Otonom Araçların Kaza Yapması Durumunda Kim Sorumlu Olacak?

Otonom Araçların Kaza Yapması Durumunda Kim Sorumlu Olacak? Otomobil Üreticileri otonom araçların kaza sorumluluğundan kaçabilir mi?

 

Otonom Araçların Kaza Yapması Durumunda Kim Sorumlu?

Kendi kendi giden araçların kaza yapması durumunda kim sorumlu olacak?
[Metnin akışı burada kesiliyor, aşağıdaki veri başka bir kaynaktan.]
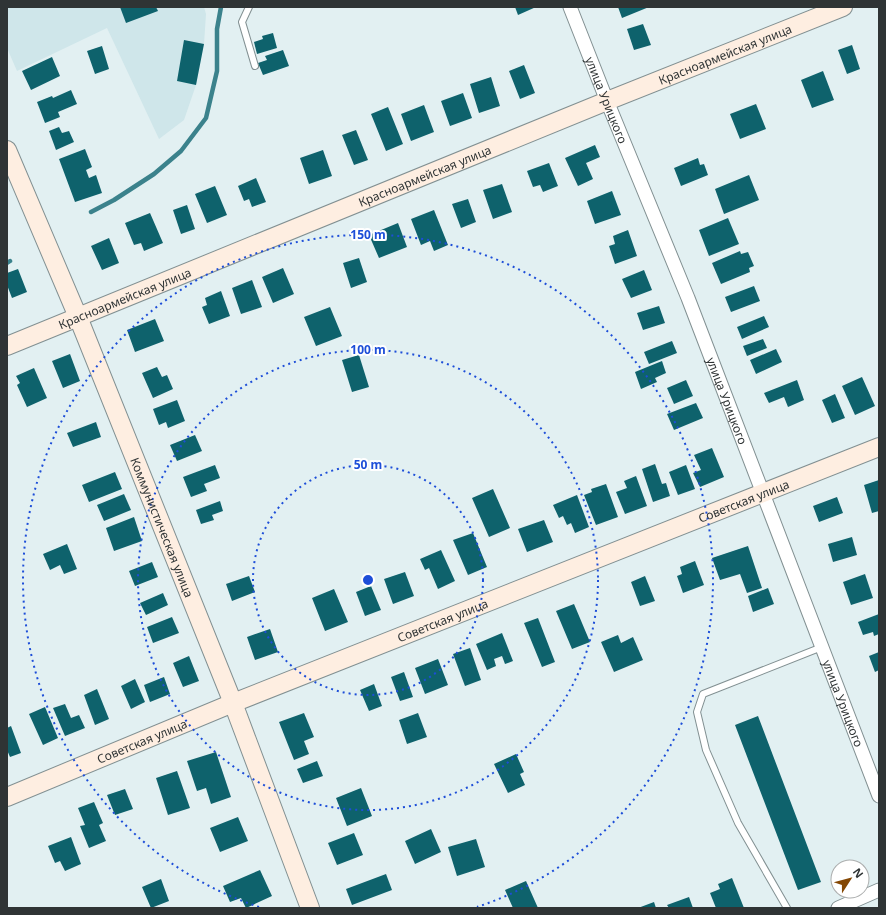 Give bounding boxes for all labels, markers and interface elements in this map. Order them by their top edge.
street label: Красноармейская улица [656,20,794,88]
street label: улица Урицкого [582,54,632,146]
street label: Красноармейская улица [356,141,494,210]
text: 150 m [350,226,386,243]
street label: Красноармейская улица [56,263,194,333]
text: 100 m [350,341,386,358]
street label: улица Урицкого [703,355,752,447]
street label: Коммунистическая улица [127,455,198,600]
text: 50 m [354,456,382,473]
street label: Советская улица [696,475,792,526]
centre of rings [361,573,375,587]
street label: Советская улица [394,594,490,646]
street label: улица Урицкого [819,657,868,749]
street label: Советская улица [94,715,190,767]
north arrow [830,859,870,899]
text: N [850,865,867,881]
Otonom araçların günümüzde giderek ivme kazanmasıyla birlikte yaşanacak bir kaza durumunda yasal olarak kimin sorumlu olacağı da merak konusu haline geldi. İnsan-Araç etkileşimi üzerine yapılana araştırmalara göstermiştir ki; sürüşü otomatikleştirmek için tasarlanmış sistemler bile (cruise kontrol, öndeki araç ile aradaki mesafeyi koruyan sistemler gibi) tamamen hatasız olmaktan çok uzakta…
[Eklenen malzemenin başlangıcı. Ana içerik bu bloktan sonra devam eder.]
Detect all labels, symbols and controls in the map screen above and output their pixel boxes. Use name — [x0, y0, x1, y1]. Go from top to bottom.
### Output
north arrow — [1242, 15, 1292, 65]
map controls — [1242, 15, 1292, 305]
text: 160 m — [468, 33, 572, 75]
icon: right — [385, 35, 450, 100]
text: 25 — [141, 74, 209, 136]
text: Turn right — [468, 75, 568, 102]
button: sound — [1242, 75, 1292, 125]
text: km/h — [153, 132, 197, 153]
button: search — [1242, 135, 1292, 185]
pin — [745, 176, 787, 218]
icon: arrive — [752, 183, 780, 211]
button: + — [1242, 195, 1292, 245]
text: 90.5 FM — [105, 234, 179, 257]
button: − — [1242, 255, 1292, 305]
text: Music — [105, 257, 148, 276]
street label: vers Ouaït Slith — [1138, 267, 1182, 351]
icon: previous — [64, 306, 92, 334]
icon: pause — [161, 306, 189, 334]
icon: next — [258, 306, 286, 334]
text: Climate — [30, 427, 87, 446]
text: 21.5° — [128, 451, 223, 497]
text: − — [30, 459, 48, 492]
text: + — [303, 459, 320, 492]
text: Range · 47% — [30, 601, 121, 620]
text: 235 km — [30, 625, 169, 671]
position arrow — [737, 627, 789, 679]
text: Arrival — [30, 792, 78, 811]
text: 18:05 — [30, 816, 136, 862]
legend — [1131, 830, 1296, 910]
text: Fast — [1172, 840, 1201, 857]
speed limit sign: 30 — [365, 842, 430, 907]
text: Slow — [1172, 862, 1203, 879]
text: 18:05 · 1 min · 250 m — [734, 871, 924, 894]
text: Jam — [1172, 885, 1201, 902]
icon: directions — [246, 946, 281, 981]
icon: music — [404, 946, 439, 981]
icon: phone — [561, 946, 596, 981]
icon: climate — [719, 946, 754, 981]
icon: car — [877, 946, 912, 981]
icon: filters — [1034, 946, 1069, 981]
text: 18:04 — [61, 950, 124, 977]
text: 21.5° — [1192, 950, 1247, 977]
En son verilere bakıldığında da sürücülerin otonom sistemlerin neler yapıp yapamayacağına dair sınırlı bir bilgiye sahip olduklarını görüyoruz. Şaşırtıcı olmayacak bir şekilde tabi. Elbette henüz mükemmel olmayan teknoloji ve otonom sistemlerin bile; umursamaz bir şekilde halk tarafından kabul görmesi de dahil olmak üzere hala, sürücüsüz otomobil dünyasını rahatsız eden bir çok sorun olduğunu görüyoruz.

Yasal sorumlulukta bunlardan sadece biri. Özellikle insansız veya sürücüsüz otomobili yapan üreticinin yasal sorumluluğu neler? veya neler olacak?

ADAS’ın tehlikeleri?

Güven ve Hesap Verebilirlik?

Beşeri Bilimler ve Sosyal Bilimler İletişiminde yayınlanan yakın tarihli bir çalışmada, yazarlar aşırı güvenen sürücüler ve bunun sonucunda sistemin kötüye kullanılması konusunu yasal bir bakış açısıyla ele alıyor.
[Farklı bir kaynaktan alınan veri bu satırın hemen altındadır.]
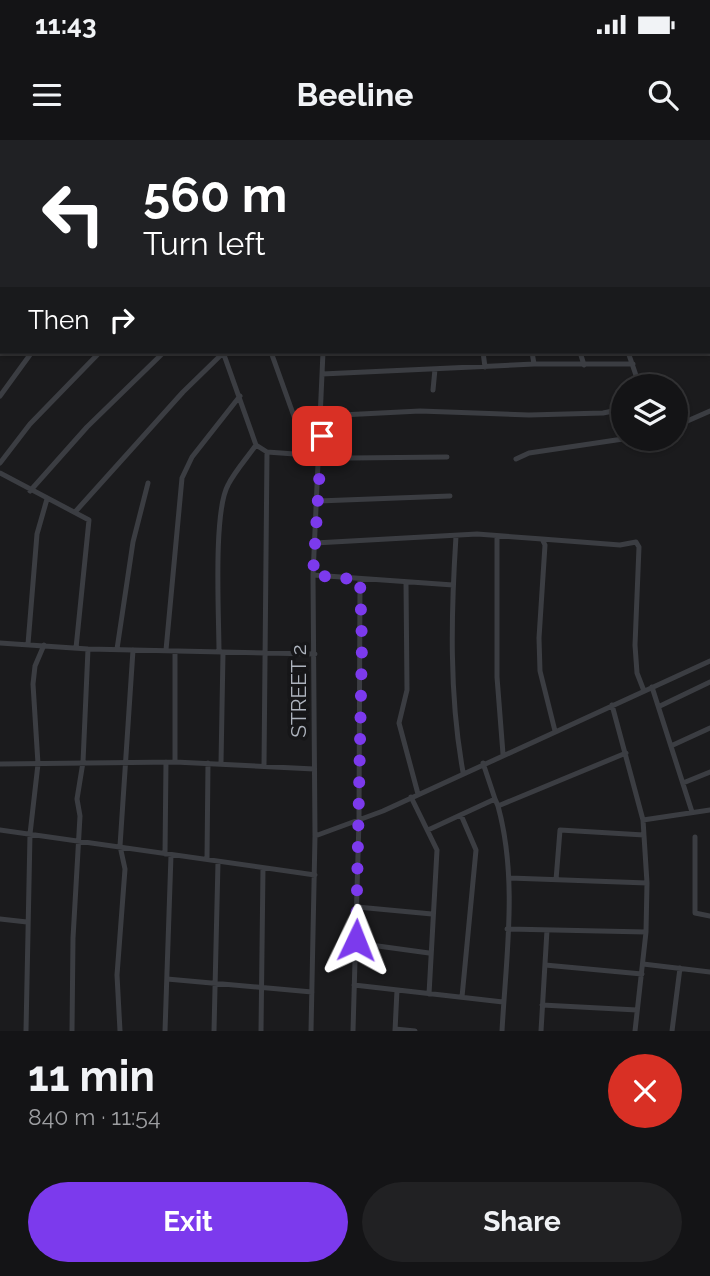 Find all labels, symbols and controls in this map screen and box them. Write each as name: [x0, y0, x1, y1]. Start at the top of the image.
text: 11:43: [35, 10, 96, 40]
icon: menu: [28, 76, 66, 114]
text: Beeline: [297, 76, 413, 113]
icon: search: [644, 76, 682, 114]
text: 560 m: [143, 166, 287, 223]
icon: left: [28, 168, 119, 259]
text: Turn left: [143, 225, 265, 262]
icon: right: [103, 301, 141, 339]
text: Then: [28, 305, 89, 335]
map controls: [611, 374, 688, 451]
button: layers: [611, 374, 688, 451]
pin: [292, 406, 352, 466]
icon: arrive: [303, 417, 341, 455]
street label: STREET 2: [286, 644, 311, 738]
position arrow: [319, 903, 393, 977]
text: 11 min: [28, 1052, 155, 1101]
button: close: [608, 1054, 682, 1128]
text: 840 m · 11:54: [28, 1103, 160, 1130]
button: Exit: [28, 1182, 348, 1262]
button: Share: [362, 1182, 682, 1262] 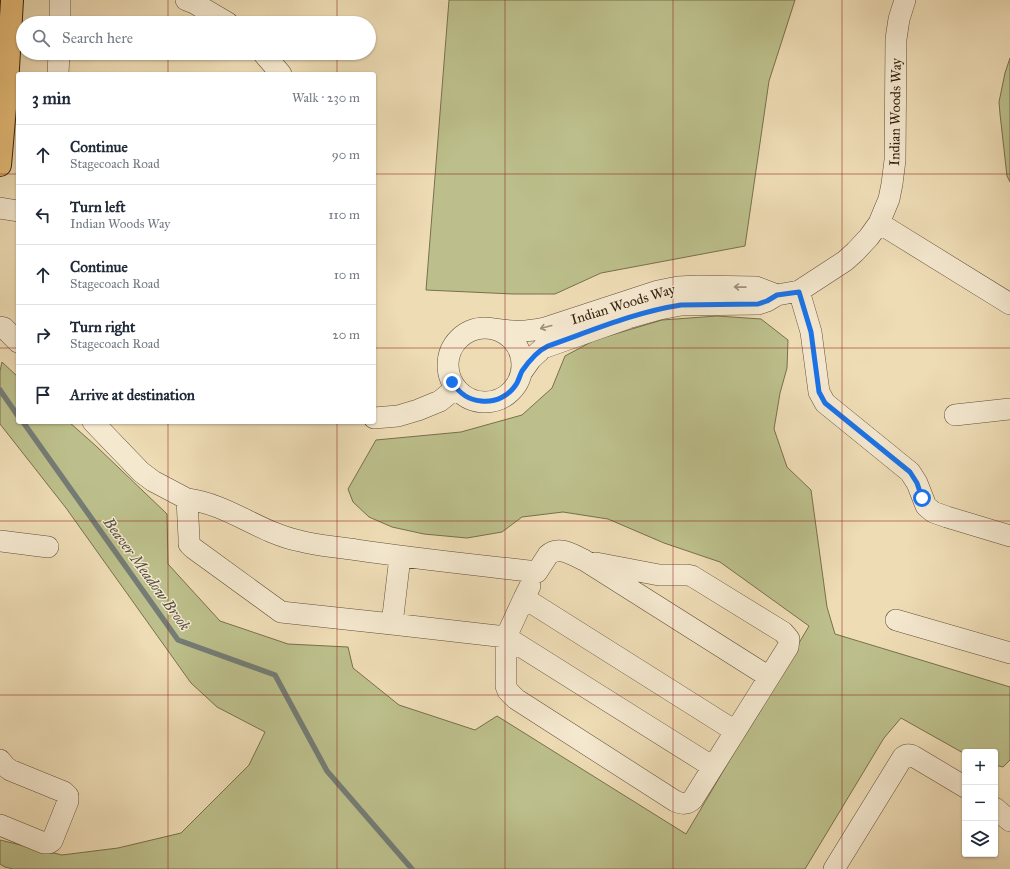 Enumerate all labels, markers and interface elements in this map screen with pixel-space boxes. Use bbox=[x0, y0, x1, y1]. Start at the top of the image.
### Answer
search box bbox=[16, 16, 376, 60]
icon: search bbox=[30, 27, 52, 49]
text: Search here bbox=[62, 29, 133, 47]
street label: Indian Woods Way bbox=[886, 57, 905, 166]
text: 3 min bbox=[32, 88, 71, 109]
text: Walk · 230 m bbox=[292, 90, 360, 106]
text: Continue bbox=[70, 138, 128, 156]
icon: ahead bbox=[32, 144, 54, 166]
text: 90 m bbox=[332, 147, 360, 163]
text: Stagecoach Road bbox=[70, 156, 160, 172]
text: Turn left bbox=[70, 198, 126, 216]
icon: left bbox=[32, 204, 54, 226]
text: 110 m bbox=[328, 207, 360, 223]
text: Indian Woods Way bbox=[70, 216, 170, 232]
text: Continue bbox=[70, 258, 128, 276]
icon: ahead bbox=[32, 264, 54, 286]
text: 10 m bbox=[334, 267, 360, 283]
text: Stagecoach Road bbox=[70, 276, 160, 292]
street label: Indian Woods Way bbox=[569, 280, 678, 328]
one-way arrow bbox=[734, 283, 747, 290]
text: Turn right bbox=[70, 318, 135, 336]
icon: right bbox=[32, 324, 54, 346]
one-way arrow bbox=[540, 324, 553, 331]
text: 20 m bbox=[332, 327, 360, 343]
text: Stagecoach Road bbox=[70, 336, 160, 352]
route end bbox=[443, 373, 461, 391]
icon: arrive bbox=[32, 384, 54, 406]
text: Arrive at destination bbox=[70, 386, 195, 404]
route start bbox=[913, 489, 931, 507]
water label: Beaver Meadow Brook bbox=[99, 513, 194, 634]
map controls bbox=[962, 749, 998, 857]
button: + bbox=[962, 749, 998, 785]
button: − bbox=[962, 785, 998, 821]
button: layers bbox=[962, 821, 998, 857]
Sürücülerin araçları uygun şekilde nasıl kullanacaklarını anlamalarını sağlamak için sürücüsüz otomobil üreticilerinin yasal olarak ne yapması gerektiğine bakıyorlar…

“Çalışmada önerilen çözümlerden biri, alıcıların, yeni bilgisayar veya yazılım ürünlerini kullanırken anlaşma gerektiren hüküm ve koşullara benzer şekilde, son kullanıcı lisans sözleşmelerini (EULA’lar) imzalamalarını zorunlu kılmaktır.

Onay almak için üreticiler, çoğu yeni araca takılı olarak gelen her yerde bulunan dokunmatik ekranı kullanabilirler” denilmekte…

Sorun şu ki, bu ideal ve hatta güvenli olmaktan çok ama çok uzak bir çözüm. Zira kullanıcı arabirimi sürücüye yeterli bilgi sağlamayabilir yada bu anlaşma taleplerinin niteliği ve sonuçları hakkında daha fazla kafa karışıklığına yol açabilir.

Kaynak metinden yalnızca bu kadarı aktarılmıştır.